The evidence in relation to the impact of using mobile devices for survey completion on response quality is mixed. While most studies suggest that mobile device completion increases break-off rates and survey completion time, there is less conclusive evidence on the existence of a consistent effect on response quality and measurement error.
This paper will present evidence of the effect of mobile web survey completion on response quality from the second Longitudinal Study of Young People in England (LSYPE2), Wave 4. LSYPE2 is a longitudinal survey following a sample of young people from the age of 13/14 to 19/20. The first three waves used face-to-face data collection. At wave 4, when the respondents were aged 16/17, a sequential mixed-mode design (web, telephone then face-to-face) was introduced. 789 participants used a smartphone to complete the survey at wave 4 (27% of those that chose to complete the survey online).

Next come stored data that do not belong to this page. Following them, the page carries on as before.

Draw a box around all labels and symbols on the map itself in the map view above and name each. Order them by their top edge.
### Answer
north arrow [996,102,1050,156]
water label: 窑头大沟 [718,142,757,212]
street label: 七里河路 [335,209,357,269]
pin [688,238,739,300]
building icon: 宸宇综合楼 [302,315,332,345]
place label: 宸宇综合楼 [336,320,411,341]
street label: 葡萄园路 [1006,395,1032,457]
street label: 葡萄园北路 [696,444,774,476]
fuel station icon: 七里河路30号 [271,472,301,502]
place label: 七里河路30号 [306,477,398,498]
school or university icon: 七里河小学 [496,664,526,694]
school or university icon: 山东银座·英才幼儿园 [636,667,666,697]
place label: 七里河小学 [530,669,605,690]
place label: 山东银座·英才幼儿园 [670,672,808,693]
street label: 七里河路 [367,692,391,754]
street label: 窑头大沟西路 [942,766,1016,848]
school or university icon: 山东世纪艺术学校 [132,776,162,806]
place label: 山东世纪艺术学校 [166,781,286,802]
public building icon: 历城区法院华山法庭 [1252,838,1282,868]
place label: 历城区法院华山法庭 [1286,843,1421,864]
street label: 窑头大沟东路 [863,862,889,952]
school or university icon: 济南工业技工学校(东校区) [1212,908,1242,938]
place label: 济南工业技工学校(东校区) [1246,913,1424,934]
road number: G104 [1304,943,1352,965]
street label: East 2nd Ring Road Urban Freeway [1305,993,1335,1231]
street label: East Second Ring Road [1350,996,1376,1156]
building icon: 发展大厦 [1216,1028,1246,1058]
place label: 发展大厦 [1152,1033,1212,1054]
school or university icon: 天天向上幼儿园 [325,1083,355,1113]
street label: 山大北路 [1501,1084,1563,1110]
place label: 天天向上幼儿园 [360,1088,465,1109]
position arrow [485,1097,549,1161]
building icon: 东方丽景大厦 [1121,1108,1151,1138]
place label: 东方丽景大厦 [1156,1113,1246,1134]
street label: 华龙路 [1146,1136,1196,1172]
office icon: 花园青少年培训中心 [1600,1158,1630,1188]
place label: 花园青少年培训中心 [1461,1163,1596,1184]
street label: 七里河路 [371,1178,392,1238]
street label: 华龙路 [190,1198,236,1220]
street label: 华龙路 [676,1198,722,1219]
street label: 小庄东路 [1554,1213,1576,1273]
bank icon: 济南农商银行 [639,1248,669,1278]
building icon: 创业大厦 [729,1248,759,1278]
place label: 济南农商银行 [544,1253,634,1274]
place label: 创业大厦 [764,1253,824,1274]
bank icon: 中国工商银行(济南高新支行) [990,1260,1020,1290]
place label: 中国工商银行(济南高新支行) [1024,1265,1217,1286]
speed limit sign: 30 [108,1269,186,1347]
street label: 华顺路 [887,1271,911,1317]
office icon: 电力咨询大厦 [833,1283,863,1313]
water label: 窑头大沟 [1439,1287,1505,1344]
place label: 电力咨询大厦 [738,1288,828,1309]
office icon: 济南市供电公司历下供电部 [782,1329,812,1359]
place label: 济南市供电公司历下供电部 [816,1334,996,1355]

Qualitative evidence from usability testing prior to fieldwork suggested that young people were able to easily complete the survey on smartphones without experiencing problems, however quantitative evidence is needed to conclude whether mobile device completion has an impact on response quality.
This paper will add to the evidence base by examining the effects of device on response quality amongst a cohort of young people who have grown up in the age of smartphone use. It will examine the following questions:
- What is the socio-demographic profile of those using mobile devices to complete the survey and what predicts device choice?
- What is the impact of device type on the survey break-off rate?
- What impact does device have on completion time?
- Does device type impact on the way cohort members respond to particular types of questions?
- What is the impact of device type on data quality indicators, including item non-response, primacy effects, and straight-lining?
Findings from this research will contribute to the question of how survey methodologists can cater to device preference at the same time as ensuring high quality data.